In 1972 during a homily on the Feast of Saints Peter and Paul, Pope Paul VI openly expressed his most profound angst, that
‘…from some fissure the smoke of Satan has entered the temple of God.’
There is doubt, incertitude, problematic, disquiet, dissatisfaction, confrontation. There is no longer trust of the Church; they trust the first profane prophet who speaks in some journal or some social movement, and they run after him and ask him if he has the formula of true life. And we are not alert to the fact that we are already the owners and masters of the formula of true life.

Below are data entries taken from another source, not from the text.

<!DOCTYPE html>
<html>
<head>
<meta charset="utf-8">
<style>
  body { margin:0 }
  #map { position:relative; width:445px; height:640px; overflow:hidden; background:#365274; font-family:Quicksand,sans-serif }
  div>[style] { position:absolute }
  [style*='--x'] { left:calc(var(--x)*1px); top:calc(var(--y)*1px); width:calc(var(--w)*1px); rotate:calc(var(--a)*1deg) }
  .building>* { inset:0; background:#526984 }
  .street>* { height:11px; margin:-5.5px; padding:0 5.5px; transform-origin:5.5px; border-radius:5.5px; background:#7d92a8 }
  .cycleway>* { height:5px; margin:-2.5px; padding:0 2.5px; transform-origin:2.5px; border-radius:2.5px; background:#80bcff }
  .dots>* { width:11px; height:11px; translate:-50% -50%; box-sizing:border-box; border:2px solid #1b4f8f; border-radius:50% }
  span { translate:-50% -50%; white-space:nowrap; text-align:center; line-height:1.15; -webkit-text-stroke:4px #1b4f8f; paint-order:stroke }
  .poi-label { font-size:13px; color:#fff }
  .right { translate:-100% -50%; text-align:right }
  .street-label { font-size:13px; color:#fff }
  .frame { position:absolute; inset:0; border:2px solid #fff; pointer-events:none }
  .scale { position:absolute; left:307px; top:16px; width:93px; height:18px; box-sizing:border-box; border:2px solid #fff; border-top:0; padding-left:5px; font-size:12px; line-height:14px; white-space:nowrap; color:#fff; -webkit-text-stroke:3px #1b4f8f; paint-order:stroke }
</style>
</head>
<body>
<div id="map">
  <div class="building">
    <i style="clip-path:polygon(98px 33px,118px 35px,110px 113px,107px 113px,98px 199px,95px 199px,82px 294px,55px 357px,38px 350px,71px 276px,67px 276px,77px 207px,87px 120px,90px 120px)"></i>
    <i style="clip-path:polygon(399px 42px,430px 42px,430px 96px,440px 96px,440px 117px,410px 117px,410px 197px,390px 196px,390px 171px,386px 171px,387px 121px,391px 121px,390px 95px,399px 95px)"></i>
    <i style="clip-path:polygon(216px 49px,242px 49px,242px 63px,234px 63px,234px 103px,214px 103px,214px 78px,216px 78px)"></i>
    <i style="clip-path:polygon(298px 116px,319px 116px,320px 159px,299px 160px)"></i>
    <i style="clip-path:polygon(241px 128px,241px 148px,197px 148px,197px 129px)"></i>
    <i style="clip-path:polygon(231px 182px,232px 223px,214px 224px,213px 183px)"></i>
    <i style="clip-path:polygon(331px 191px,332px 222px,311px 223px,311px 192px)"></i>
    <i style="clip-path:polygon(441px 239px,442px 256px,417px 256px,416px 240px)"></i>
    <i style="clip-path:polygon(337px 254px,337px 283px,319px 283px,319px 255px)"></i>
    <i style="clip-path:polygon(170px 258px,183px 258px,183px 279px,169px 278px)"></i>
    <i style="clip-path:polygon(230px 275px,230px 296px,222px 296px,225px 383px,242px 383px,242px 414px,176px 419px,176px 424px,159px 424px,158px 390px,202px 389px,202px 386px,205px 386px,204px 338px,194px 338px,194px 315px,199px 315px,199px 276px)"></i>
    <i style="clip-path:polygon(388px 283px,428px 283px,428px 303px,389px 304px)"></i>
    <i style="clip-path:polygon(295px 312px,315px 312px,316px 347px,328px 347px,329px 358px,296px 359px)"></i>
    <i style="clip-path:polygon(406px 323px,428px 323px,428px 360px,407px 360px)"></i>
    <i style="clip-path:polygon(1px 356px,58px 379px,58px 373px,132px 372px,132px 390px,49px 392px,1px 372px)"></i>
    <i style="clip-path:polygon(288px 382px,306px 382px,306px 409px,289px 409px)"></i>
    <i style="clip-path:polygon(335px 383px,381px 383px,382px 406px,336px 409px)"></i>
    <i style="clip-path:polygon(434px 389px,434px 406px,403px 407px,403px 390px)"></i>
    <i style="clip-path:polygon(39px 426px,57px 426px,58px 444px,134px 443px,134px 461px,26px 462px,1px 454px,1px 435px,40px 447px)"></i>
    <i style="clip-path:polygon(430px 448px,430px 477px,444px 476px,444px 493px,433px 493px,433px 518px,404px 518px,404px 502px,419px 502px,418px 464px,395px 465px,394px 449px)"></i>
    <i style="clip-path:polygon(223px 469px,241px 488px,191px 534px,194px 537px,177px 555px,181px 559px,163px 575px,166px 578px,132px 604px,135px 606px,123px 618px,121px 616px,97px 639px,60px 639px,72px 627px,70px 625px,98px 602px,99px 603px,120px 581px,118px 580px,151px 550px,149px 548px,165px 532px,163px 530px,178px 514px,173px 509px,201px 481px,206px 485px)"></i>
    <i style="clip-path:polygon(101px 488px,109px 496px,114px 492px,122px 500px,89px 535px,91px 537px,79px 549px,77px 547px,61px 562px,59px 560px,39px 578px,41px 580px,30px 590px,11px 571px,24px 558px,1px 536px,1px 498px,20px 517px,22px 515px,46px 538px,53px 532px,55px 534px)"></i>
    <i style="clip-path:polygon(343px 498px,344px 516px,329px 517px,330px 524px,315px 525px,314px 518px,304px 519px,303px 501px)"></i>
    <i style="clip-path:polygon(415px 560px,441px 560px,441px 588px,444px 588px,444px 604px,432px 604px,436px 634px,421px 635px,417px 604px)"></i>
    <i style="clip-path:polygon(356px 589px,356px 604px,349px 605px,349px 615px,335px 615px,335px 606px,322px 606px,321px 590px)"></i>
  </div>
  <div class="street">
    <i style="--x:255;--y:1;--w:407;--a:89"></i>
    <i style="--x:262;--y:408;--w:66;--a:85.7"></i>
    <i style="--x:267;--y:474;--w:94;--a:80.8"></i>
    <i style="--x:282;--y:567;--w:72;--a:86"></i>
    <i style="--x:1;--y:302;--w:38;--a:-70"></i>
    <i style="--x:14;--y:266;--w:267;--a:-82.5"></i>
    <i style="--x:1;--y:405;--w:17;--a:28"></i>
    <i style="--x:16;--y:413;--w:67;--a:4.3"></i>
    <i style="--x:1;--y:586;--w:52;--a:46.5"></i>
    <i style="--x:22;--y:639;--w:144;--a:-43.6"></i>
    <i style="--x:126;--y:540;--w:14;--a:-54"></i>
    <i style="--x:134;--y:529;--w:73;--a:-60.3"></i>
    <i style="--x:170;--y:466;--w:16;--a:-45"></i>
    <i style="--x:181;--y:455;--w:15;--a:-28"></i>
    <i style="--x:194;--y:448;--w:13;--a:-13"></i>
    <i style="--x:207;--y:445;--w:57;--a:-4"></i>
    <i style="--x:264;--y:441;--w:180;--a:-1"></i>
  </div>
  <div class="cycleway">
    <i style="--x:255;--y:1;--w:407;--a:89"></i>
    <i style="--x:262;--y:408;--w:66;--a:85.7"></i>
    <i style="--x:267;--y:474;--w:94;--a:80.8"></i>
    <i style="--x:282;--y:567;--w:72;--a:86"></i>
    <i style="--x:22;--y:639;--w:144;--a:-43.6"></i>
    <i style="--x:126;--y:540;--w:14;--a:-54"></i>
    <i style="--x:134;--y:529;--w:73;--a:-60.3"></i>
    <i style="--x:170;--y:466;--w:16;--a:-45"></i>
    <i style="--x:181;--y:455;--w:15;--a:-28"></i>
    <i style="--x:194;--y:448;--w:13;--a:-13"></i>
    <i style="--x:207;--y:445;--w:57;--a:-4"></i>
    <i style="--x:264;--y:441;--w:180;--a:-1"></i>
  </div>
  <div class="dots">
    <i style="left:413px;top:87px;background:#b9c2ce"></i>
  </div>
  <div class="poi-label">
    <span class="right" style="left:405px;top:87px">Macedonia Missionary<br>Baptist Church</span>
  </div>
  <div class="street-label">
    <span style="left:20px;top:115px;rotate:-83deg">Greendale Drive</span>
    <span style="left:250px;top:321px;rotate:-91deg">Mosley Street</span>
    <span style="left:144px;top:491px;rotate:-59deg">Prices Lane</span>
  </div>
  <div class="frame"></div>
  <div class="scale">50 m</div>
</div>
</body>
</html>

Doubt has entered our consciences, and it entered by windows that should have been open to the light. Science exists to give us truths that do not separate from God, but make us seek him all the more and celebrate him with greater intensity; instead, science gives us criticism and doubt. Scientists are those who more thoughtfully and more painfully exert their minds. But they end up teaching us: ‘I don’t know, we don’t know, we cannot know.’ [Emphasis supplied]
The school becomes the gymnasium of confusion and sometimes of absurd contradictions. Progress is celebrated, only so that it can then be demolished with revolutions that are more radical and more strange, so as to negate everything that has been achieved, and to come away as primitives after having so exalted the advances of the modern world.
This state of uncertainty even holds sway in the Church. There was the belief that after the Council there would be a day of sunshine for the history of the Church. Instead, it is the arrival of a day of clouds, of tempest, of darkness, of research, of uncertainty.
…We believe in something that is preternatural that has come into the world,” he adds in the next paragraph, “precisely to disturb, to suffocate the fruits of the Ecumenical Council, and to impede the Church from breaking into the hymn of joy at having renewed in fullness its awareness of itself.”